What you will do: What is the number of lines in the entries that contain the word "linecap"? Answer with that figure alone.

Collected data:
***
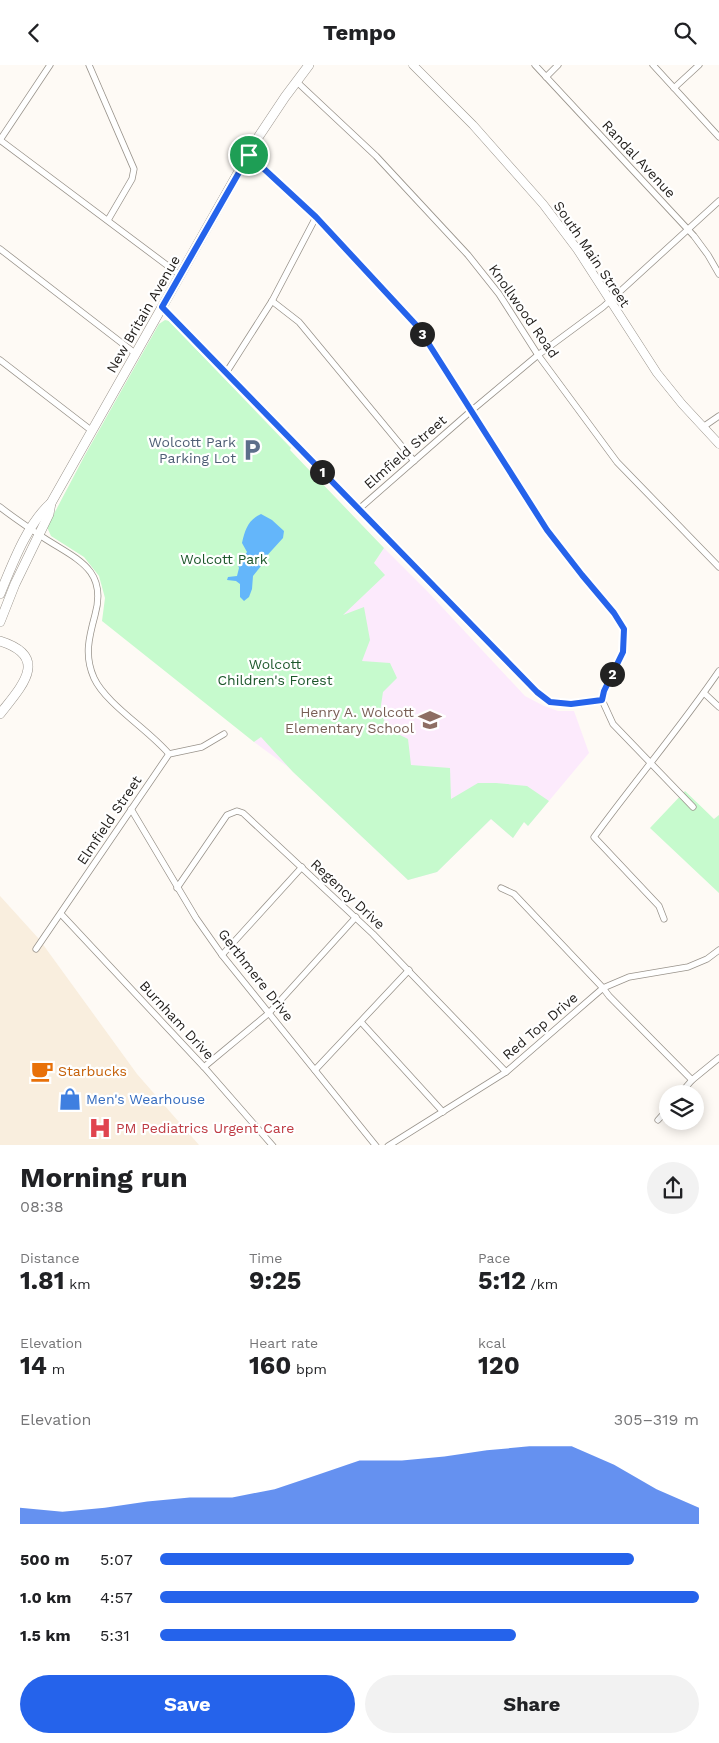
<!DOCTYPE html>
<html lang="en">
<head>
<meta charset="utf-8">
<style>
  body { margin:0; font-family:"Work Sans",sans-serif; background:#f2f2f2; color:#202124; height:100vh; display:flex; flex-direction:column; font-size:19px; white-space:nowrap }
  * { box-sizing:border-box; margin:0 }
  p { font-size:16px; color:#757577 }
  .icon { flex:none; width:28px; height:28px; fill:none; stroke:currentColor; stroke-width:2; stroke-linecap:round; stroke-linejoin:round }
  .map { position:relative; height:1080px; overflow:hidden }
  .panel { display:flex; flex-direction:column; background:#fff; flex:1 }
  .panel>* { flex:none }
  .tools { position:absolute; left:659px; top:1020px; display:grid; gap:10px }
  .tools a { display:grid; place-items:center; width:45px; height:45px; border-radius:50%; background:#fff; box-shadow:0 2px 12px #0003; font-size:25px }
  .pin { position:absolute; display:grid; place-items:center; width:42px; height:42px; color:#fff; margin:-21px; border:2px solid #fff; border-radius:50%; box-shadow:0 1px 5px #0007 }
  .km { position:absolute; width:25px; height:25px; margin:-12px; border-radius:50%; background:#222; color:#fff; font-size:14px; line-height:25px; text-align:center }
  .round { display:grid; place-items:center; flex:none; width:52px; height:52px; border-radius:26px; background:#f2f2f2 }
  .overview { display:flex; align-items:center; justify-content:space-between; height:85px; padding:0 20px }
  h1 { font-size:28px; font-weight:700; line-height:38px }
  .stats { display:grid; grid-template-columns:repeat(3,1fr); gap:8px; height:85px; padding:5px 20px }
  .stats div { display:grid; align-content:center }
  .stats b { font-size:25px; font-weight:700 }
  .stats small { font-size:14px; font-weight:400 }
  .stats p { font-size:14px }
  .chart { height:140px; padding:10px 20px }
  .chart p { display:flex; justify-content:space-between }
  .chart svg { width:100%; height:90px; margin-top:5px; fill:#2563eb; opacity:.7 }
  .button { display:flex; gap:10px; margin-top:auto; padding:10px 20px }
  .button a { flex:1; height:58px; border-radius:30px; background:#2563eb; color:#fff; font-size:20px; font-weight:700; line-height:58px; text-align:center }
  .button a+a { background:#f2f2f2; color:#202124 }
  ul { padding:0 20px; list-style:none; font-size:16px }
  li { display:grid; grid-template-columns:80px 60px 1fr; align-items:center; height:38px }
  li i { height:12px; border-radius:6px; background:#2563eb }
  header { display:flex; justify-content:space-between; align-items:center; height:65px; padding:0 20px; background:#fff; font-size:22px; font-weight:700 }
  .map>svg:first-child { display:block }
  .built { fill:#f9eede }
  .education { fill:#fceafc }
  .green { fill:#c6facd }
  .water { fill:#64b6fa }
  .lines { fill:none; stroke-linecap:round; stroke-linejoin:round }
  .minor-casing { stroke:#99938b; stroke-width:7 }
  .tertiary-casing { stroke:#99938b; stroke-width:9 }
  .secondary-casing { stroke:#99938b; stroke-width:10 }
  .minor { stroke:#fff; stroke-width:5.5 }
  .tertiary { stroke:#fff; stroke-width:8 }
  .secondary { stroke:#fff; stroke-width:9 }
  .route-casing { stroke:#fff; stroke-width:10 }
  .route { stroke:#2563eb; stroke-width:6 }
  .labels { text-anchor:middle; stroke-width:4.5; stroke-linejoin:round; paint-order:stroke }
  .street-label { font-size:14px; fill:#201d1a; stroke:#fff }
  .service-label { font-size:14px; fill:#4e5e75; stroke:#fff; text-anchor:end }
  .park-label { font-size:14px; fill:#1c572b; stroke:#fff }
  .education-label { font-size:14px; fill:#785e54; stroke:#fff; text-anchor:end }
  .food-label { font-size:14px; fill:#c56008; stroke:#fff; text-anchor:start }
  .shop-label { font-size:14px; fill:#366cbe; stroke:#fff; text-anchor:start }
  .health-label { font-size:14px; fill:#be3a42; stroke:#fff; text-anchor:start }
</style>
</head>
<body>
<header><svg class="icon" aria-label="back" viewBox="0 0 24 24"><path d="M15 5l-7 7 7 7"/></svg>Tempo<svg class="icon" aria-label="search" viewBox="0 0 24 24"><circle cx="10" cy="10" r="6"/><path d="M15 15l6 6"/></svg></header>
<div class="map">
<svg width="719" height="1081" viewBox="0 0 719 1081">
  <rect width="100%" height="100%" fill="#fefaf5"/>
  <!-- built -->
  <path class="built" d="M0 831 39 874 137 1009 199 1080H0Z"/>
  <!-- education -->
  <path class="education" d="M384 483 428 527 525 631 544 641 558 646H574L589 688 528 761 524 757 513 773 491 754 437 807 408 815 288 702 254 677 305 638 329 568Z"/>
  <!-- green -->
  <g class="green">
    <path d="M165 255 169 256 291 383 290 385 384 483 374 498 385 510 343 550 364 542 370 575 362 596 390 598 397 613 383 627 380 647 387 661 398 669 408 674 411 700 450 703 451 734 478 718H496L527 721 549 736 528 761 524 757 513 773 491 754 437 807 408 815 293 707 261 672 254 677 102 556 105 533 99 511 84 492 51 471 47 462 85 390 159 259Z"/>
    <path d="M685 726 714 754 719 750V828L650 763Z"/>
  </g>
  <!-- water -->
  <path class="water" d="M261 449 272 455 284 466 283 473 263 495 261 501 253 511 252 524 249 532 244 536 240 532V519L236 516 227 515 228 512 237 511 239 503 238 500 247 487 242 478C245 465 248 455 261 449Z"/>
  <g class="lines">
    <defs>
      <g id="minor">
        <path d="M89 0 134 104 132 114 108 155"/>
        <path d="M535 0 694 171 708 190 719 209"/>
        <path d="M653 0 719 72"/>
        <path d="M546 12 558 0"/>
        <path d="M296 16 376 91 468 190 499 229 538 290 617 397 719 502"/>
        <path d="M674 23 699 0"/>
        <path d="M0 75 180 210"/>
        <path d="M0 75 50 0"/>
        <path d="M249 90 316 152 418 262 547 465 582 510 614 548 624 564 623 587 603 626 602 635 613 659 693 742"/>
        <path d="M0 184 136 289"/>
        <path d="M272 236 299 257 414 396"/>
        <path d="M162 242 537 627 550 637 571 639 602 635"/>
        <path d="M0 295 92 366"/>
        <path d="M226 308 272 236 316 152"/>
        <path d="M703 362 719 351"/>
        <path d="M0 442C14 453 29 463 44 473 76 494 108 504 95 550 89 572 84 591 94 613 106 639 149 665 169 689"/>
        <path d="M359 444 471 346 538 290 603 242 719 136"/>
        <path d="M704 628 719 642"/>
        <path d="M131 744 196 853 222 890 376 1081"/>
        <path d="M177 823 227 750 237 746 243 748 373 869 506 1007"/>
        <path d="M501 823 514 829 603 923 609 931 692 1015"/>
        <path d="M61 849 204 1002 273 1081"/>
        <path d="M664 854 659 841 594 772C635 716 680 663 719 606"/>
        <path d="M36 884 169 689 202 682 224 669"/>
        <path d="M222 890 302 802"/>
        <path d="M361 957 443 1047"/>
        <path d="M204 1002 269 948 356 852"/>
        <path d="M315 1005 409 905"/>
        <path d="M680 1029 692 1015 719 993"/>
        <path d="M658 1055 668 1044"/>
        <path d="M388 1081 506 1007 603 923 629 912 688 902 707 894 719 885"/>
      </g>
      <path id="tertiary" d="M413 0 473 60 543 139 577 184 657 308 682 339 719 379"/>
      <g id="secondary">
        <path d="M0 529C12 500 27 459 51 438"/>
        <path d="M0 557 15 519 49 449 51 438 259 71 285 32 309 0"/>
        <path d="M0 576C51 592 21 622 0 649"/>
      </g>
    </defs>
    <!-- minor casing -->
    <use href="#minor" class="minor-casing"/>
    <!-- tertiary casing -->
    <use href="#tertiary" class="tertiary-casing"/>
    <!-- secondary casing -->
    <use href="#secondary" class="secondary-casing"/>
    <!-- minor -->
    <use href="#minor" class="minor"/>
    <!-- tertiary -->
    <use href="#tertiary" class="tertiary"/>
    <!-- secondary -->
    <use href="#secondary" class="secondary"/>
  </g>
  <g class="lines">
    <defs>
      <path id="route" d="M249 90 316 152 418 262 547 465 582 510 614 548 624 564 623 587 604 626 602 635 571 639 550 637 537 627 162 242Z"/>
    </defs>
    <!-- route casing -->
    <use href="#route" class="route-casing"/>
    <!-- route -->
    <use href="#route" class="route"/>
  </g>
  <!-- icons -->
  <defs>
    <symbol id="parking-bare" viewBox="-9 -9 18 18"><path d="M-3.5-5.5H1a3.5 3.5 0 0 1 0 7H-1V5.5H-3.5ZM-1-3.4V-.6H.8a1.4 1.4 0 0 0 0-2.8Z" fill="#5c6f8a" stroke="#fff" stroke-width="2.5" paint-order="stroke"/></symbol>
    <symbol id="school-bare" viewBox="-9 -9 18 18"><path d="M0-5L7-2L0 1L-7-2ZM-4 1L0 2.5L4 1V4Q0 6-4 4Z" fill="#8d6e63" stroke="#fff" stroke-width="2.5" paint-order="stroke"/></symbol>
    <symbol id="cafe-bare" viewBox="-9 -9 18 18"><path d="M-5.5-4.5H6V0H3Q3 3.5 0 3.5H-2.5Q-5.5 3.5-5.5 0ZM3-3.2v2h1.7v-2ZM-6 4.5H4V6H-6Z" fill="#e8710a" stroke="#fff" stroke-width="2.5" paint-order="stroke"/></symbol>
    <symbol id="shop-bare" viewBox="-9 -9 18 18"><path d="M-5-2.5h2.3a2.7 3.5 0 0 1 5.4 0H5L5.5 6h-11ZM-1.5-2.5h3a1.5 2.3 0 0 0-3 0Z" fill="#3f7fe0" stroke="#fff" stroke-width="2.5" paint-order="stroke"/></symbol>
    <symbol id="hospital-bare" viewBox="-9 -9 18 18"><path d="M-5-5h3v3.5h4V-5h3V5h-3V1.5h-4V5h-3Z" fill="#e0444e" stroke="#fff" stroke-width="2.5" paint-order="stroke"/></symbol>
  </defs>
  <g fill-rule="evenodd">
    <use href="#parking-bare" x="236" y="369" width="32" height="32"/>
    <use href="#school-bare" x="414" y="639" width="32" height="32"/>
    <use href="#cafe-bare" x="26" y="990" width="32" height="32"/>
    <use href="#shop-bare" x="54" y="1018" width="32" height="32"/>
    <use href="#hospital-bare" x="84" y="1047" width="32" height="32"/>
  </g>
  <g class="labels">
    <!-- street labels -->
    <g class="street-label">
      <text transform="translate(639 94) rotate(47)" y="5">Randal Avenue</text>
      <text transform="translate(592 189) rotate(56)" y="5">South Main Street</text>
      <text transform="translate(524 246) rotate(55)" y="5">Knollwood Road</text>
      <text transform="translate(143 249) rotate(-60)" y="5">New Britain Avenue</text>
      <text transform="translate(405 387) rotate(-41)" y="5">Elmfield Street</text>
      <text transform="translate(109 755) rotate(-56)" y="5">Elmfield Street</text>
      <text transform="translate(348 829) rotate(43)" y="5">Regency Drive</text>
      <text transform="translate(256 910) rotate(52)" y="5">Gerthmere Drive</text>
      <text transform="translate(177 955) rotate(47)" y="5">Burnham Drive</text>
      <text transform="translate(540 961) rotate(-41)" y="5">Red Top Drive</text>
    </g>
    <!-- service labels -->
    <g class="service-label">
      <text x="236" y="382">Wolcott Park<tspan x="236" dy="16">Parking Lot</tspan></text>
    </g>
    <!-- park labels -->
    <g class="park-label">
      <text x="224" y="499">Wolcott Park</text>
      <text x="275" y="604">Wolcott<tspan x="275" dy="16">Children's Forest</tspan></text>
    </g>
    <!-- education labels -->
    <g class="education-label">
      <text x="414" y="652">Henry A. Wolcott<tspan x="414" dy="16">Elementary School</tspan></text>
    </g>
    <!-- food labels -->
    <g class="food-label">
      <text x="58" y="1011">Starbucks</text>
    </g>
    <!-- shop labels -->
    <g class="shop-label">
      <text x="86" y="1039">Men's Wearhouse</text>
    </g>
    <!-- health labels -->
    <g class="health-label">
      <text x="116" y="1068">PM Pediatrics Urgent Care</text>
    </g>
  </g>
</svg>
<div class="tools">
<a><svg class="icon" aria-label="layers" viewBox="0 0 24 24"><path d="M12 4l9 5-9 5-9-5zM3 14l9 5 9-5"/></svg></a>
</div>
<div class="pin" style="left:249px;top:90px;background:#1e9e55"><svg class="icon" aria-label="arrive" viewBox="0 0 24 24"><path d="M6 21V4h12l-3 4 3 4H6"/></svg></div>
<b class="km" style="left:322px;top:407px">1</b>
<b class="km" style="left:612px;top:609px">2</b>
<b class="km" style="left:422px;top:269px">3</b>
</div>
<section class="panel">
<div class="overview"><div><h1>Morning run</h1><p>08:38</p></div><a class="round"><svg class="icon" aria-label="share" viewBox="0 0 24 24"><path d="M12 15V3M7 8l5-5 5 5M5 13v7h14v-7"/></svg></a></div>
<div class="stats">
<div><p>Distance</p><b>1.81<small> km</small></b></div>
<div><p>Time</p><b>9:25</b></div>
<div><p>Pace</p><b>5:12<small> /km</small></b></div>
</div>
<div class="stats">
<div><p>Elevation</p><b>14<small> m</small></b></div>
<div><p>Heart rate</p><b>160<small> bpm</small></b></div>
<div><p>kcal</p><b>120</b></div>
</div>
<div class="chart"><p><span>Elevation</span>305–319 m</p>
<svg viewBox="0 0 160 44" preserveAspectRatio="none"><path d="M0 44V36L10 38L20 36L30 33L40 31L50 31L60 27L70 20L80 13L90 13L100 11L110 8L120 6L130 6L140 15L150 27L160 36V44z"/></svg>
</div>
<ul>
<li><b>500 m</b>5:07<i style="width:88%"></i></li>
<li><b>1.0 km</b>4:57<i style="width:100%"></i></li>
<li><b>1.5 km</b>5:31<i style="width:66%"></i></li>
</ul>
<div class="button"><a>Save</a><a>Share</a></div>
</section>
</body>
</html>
***
Response box: 2